------ The input ------

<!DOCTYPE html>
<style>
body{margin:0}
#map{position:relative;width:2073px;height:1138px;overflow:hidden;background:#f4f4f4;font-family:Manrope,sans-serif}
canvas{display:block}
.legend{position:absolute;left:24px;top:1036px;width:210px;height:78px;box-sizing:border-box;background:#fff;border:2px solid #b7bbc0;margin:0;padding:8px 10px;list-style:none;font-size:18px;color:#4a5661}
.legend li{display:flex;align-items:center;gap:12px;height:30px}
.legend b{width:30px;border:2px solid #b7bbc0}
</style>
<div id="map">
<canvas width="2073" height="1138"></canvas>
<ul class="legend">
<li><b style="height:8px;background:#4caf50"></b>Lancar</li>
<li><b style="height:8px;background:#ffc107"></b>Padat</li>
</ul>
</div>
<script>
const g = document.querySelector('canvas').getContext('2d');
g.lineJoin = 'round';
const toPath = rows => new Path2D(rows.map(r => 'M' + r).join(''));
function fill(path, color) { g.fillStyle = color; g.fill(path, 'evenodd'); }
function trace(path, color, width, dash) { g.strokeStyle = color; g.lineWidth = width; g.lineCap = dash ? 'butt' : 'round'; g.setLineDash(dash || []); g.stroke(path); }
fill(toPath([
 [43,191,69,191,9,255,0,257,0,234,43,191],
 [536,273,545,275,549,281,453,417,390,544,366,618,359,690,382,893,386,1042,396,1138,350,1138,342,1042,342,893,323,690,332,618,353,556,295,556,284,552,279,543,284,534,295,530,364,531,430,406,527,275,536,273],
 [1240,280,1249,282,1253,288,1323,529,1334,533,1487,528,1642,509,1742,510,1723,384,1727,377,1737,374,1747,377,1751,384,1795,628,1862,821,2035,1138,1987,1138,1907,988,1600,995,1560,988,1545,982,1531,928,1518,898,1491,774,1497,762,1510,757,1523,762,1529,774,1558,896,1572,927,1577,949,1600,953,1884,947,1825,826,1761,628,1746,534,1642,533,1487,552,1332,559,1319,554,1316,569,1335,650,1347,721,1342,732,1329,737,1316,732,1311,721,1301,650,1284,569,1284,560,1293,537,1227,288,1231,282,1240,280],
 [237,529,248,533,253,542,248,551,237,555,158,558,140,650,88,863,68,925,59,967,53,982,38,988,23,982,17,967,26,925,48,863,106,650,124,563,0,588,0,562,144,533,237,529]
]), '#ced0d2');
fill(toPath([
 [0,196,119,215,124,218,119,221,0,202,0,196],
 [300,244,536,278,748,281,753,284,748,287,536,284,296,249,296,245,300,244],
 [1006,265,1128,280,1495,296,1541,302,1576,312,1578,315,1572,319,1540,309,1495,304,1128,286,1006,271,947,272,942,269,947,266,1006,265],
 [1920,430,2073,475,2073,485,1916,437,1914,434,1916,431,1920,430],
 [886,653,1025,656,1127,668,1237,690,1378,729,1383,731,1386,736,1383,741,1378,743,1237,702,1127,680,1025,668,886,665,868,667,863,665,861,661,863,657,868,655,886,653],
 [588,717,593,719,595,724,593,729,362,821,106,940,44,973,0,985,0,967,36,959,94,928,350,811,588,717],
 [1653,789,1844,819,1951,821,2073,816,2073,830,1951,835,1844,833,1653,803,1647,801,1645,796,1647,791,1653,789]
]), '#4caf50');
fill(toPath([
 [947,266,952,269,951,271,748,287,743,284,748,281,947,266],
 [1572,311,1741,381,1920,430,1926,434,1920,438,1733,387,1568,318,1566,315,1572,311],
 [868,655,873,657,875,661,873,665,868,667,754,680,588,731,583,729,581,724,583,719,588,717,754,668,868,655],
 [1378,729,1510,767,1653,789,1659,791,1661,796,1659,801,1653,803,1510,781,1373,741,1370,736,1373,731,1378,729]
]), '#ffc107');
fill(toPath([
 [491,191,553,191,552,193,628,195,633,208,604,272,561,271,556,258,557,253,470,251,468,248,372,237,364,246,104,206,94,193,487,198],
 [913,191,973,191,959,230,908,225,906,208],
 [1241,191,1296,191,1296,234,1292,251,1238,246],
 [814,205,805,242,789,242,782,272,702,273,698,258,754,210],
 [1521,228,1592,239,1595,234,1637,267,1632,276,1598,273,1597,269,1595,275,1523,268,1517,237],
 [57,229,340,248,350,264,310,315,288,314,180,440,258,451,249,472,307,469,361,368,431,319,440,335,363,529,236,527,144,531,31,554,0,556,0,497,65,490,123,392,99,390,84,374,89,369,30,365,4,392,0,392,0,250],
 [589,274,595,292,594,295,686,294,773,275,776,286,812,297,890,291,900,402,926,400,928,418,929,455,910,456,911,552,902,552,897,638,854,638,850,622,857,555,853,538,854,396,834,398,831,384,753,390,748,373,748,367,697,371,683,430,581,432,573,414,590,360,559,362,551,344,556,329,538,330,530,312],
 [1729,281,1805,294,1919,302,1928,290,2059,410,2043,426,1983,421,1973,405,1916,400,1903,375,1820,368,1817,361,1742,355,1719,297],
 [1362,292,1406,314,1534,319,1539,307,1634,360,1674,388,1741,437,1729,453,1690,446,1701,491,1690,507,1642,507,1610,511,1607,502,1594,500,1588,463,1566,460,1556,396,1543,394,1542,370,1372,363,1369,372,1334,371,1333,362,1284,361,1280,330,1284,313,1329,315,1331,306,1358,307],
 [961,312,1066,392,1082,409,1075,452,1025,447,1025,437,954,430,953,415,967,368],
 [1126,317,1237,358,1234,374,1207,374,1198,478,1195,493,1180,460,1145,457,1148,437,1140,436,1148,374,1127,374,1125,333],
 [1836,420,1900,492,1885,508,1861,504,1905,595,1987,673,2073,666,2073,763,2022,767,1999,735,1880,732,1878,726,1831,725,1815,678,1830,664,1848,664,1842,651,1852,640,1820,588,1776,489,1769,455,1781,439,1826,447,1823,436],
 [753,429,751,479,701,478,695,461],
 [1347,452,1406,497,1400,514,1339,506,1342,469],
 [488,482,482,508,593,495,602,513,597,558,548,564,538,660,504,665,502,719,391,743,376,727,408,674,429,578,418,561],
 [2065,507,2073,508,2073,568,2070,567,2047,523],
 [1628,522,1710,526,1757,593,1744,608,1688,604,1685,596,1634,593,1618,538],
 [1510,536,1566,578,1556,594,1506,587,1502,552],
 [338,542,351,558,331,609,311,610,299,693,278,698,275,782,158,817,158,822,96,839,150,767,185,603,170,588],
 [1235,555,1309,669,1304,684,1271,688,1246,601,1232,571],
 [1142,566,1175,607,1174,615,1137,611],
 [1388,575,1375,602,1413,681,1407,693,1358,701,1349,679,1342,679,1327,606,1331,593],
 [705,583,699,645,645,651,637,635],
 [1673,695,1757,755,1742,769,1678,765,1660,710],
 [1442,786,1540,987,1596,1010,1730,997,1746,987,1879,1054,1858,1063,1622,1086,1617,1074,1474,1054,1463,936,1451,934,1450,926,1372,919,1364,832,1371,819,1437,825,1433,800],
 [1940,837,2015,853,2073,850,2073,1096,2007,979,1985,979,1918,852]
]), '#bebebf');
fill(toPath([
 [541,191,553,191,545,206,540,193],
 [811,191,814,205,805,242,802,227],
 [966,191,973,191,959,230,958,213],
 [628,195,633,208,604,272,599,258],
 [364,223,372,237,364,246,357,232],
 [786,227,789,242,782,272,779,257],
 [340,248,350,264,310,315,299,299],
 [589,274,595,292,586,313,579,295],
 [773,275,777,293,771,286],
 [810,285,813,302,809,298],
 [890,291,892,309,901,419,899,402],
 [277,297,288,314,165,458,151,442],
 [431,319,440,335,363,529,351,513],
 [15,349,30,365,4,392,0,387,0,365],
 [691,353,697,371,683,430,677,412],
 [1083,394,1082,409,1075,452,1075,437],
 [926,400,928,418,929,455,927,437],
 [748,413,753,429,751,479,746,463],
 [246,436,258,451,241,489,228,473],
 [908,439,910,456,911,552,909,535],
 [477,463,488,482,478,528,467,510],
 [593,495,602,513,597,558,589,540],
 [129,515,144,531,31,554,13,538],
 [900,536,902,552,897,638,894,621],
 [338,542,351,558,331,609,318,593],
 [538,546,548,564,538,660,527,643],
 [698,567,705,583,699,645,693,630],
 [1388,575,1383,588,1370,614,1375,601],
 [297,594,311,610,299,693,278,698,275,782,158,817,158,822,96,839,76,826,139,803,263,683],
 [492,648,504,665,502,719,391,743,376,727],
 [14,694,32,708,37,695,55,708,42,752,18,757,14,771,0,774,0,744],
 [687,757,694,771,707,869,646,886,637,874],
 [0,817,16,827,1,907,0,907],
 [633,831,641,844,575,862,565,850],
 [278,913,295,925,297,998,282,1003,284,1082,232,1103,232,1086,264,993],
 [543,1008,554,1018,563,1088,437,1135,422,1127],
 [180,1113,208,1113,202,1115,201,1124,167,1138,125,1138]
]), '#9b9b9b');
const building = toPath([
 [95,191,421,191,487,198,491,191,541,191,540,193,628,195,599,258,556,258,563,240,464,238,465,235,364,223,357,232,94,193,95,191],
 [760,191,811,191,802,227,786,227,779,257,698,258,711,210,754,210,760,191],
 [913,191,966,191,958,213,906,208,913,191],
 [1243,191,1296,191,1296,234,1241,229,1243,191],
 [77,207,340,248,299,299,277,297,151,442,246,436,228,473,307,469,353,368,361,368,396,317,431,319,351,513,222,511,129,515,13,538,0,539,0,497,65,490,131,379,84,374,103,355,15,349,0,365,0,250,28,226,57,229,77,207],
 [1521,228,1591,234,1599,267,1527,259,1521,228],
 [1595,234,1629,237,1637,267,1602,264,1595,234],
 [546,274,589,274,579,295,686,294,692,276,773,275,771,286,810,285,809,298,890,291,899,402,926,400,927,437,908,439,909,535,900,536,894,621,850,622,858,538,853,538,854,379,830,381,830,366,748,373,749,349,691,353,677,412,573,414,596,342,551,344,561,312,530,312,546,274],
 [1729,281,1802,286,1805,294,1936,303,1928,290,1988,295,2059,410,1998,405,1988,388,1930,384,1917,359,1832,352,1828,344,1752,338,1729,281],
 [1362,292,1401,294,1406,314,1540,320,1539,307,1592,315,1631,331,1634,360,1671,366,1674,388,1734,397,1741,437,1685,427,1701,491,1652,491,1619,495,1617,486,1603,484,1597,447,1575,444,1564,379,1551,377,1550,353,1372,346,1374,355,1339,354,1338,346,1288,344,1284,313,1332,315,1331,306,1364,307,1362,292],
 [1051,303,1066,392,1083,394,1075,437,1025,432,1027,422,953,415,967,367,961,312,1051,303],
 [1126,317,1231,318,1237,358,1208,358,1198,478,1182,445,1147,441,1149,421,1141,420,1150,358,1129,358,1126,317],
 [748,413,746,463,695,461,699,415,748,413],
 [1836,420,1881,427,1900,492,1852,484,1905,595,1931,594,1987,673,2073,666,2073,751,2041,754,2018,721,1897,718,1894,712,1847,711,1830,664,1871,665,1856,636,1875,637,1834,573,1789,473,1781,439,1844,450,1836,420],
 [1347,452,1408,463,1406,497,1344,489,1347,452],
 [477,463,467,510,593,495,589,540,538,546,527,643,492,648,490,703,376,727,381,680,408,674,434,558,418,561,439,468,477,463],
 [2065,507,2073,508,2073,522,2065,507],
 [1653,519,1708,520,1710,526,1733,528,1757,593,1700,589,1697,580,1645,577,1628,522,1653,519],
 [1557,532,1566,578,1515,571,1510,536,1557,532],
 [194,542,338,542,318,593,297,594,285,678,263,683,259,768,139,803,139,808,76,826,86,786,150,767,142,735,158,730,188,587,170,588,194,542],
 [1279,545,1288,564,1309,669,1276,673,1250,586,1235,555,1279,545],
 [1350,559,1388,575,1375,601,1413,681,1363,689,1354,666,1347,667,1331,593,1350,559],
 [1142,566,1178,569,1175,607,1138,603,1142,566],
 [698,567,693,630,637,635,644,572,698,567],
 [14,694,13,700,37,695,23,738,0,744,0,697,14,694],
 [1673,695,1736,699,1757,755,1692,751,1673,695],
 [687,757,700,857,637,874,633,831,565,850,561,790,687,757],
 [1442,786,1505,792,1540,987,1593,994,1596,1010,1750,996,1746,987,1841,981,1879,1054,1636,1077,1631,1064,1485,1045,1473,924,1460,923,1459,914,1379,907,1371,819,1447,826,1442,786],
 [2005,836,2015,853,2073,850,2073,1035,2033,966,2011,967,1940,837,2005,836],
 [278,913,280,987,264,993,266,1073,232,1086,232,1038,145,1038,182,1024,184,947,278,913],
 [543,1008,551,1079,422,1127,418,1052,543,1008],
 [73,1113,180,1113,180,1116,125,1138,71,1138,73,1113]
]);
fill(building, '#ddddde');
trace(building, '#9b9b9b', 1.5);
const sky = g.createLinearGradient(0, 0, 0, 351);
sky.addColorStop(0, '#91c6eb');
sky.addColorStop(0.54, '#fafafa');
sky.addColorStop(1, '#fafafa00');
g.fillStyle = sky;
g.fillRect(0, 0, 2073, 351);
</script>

------
------ The input ------

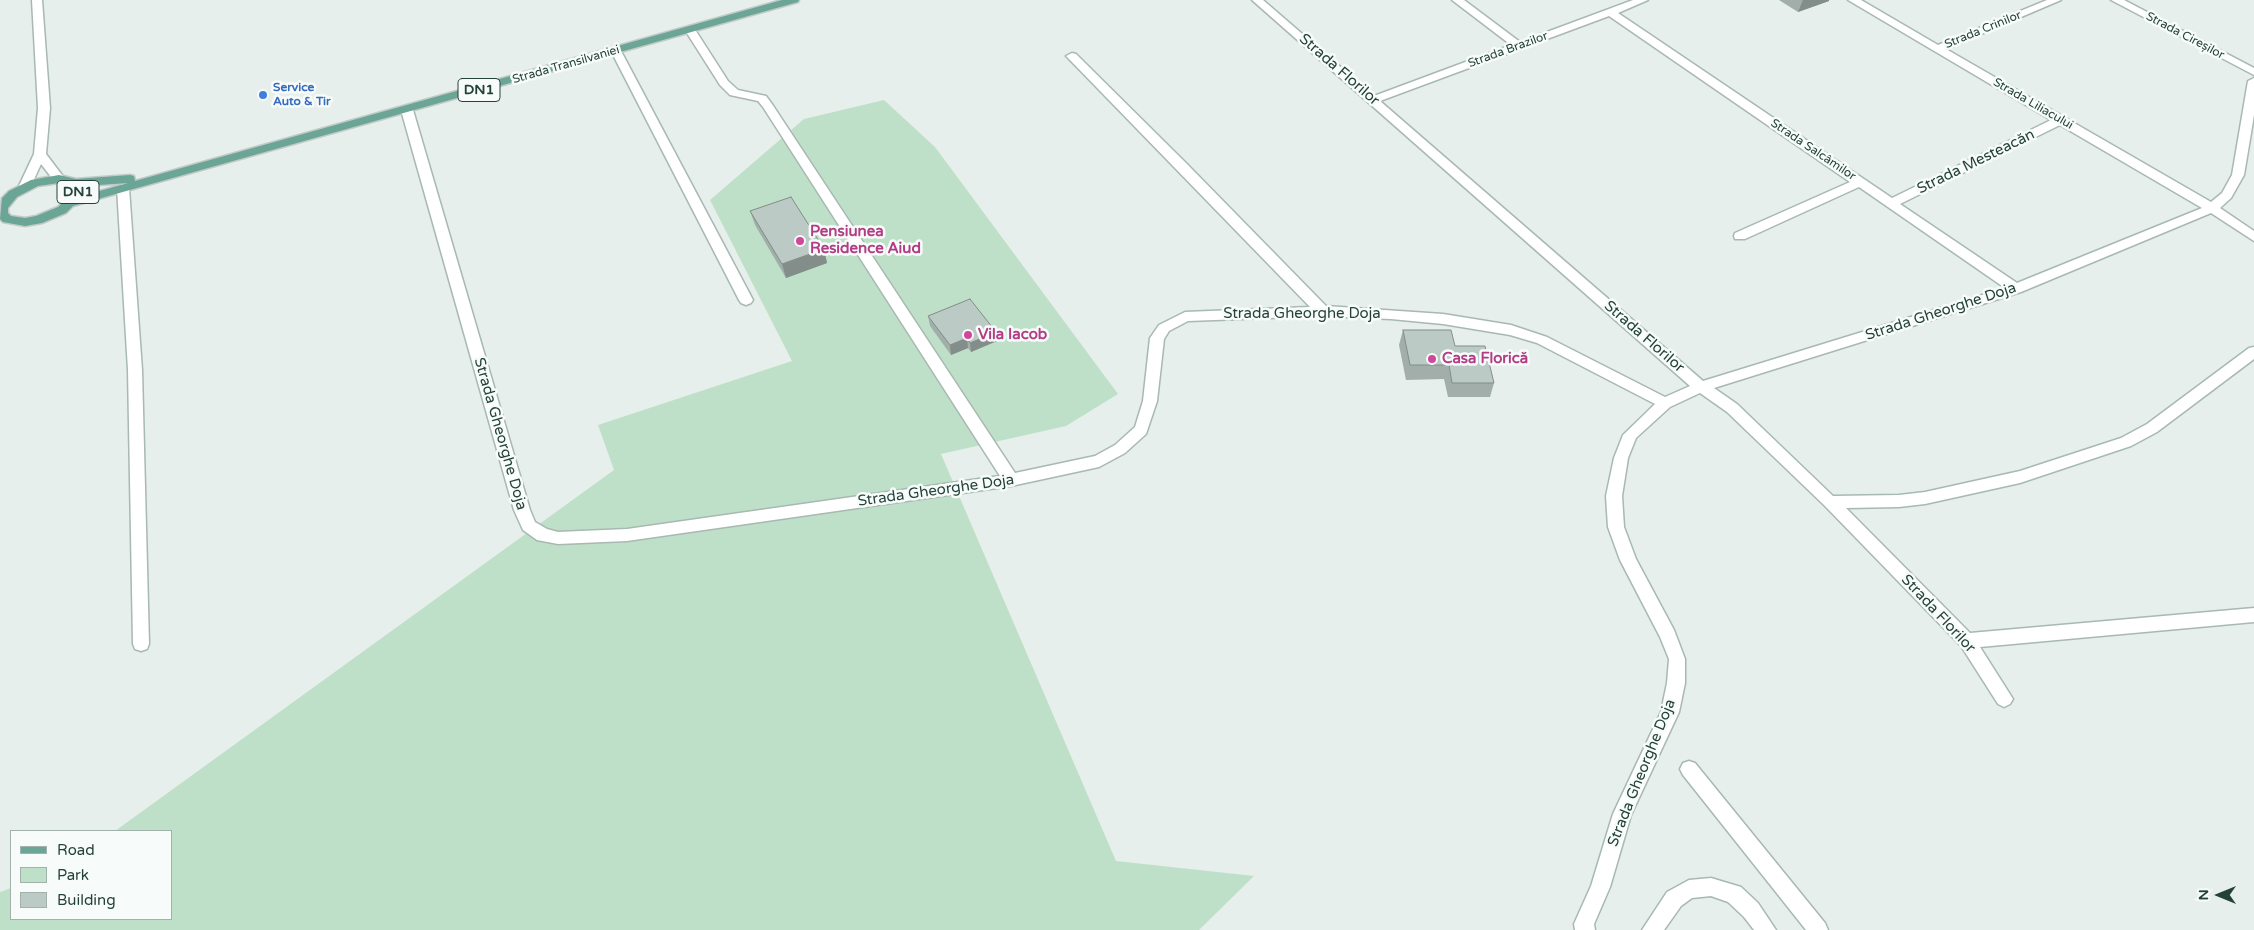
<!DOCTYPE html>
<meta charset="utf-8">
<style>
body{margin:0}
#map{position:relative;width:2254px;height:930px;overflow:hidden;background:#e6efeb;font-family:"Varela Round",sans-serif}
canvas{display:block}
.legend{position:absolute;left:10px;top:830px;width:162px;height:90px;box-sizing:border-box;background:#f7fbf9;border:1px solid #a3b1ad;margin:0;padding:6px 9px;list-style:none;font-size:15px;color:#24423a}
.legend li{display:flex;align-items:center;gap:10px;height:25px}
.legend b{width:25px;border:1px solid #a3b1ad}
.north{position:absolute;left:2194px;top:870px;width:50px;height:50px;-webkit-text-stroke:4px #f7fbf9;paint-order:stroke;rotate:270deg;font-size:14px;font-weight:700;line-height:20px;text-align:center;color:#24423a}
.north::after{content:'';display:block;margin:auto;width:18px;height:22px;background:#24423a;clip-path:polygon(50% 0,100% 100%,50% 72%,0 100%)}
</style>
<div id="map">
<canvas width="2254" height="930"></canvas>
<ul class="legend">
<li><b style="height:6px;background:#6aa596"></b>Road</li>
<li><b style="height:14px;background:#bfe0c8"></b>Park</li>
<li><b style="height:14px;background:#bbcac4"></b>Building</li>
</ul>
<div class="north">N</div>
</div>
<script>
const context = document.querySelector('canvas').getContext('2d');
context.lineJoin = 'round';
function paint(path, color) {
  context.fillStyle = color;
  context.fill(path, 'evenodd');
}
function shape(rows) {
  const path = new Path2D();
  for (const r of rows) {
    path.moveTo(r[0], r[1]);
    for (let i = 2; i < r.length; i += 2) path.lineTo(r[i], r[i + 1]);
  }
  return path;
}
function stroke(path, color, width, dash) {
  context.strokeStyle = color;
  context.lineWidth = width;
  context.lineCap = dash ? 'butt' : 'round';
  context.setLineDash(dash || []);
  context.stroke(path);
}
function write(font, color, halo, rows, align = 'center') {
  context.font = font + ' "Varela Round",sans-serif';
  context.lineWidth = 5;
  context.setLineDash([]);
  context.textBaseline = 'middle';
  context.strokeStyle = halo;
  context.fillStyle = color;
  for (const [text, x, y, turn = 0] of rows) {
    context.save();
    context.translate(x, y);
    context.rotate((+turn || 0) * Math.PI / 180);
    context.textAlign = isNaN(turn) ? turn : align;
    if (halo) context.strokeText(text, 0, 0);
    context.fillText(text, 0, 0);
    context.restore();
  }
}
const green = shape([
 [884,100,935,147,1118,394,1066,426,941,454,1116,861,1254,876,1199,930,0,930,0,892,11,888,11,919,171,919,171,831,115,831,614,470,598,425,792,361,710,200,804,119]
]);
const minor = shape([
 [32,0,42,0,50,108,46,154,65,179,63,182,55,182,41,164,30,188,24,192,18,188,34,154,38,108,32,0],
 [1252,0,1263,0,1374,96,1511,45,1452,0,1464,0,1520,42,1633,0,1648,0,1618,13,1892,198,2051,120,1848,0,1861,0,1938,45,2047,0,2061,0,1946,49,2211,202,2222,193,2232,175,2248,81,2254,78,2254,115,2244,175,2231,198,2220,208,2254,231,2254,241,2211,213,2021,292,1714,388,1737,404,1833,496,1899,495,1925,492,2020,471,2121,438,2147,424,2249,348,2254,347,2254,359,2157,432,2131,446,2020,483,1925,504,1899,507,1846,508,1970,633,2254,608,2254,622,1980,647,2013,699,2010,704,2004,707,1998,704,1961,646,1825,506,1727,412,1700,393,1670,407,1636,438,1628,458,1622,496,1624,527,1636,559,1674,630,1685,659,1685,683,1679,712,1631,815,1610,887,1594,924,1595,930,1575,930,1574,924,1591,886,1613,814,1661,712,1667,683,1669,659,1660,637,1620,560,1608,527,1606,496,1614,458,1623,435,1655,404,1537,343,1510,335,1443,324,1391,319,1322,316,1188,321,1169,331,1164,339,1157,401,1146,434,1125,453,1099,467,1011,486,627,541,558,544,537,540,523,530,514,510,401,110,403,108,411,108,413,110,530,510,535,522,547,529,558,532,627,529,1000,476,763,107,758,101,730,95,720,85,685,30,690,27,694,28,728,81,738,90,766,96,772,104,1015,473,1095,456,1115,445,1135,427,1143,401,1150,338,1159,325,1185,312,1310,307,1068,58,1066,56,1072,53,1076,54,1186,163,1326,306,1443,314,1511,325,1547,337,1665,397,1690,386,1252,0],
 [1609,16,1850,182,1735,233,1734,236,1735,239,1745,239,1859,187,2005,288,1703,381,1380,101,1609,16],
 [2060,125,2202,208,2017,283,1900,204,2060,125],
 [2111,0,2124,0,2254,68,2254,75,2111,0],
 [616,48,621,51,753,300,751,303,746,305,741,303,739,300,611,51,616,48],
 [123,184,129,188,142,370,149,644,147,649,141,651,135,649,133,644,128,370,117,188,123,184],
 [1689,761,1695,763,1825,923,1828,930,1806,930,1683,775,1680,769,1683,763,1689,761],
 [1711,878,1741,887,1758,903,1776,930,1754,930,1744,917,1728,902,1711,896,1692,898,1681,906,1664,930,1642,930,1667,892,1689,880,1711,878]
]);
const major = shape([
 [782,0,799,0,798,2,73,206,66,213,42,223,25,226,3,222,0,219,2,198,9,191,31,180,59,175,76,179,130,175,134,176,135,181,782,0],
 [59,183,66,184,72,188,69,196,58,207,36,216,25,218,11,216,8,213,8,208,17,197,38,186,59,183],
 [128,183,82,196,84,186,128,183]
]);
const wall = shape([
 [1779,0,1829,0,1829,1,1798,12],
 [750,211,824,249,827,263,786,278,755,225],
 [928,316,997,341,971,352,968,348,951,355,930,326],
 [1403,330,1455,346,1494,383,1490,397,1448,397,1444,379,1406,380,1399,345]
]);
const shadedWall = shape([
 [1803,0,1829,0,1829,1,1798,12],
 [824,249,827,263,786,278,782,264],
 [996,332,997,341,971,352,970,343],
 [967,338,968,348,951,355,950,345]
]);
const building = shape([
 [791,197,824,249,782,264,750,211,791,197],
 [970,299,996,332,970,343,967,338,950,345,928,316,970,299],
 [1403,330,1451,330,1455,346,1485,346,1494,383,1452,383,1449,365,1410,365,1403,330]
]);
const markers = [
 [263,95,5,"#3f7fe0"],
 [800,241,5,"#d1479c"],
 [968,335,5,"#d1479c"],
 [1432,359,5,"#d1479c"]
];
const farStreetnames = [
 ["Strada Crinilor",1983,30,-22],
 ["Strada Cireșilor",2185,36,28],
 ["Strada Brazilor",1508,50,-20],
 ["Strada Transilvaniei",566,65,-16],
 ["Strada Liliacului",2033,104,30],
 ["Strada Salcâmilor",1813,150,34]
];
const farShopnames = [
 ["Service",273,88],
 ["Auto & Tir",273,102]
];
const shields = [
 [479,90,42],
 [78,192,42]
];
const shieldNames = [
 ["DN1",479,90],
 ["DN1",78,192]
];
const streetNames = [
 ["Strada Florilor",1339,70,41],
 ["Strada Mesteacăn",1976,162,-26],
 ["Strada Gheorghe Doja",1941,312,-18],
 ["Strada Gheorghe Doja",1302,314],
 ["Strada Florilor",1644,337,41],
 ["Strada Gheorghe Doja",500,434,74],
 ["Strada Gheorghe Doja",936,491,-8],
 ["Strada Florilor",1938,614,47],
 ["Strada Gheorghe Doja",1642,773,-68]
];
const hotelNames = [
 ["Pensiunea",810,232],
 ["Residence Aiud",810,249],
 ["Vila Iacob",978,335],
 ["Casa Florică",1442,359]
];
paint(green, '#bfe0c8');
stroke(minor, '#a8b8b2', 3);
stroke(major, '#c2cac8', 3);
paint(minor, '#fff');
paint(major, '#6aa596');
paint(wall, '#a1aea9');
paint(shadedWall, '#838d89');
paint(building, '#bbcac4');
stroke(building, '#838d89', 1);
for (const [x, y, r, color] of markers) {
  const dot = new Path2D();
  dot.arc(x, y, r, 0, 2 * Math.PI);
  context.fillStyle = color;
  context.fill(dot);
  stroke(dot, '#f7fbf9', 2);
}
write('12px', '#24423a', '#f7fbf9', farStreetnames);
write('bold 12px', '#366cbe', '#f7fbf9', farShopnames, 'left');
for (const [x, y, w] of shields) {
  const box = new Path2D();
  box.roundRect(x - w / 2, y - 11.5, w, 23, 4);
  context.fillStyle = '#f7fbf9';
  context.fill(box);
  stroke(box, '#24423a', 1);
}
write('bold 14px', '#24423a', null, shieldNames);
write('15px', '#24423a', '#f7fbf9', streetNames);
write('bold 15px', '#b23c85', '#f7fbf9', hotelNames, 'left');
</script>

------

## Problem
Copy each line of the entries in which the string "Math" is found.

## Task output
    context.rotate((+turn || 0) * Math.PI / 180);
  dot.arc(x, y, r, 0, 2 * Math.PI);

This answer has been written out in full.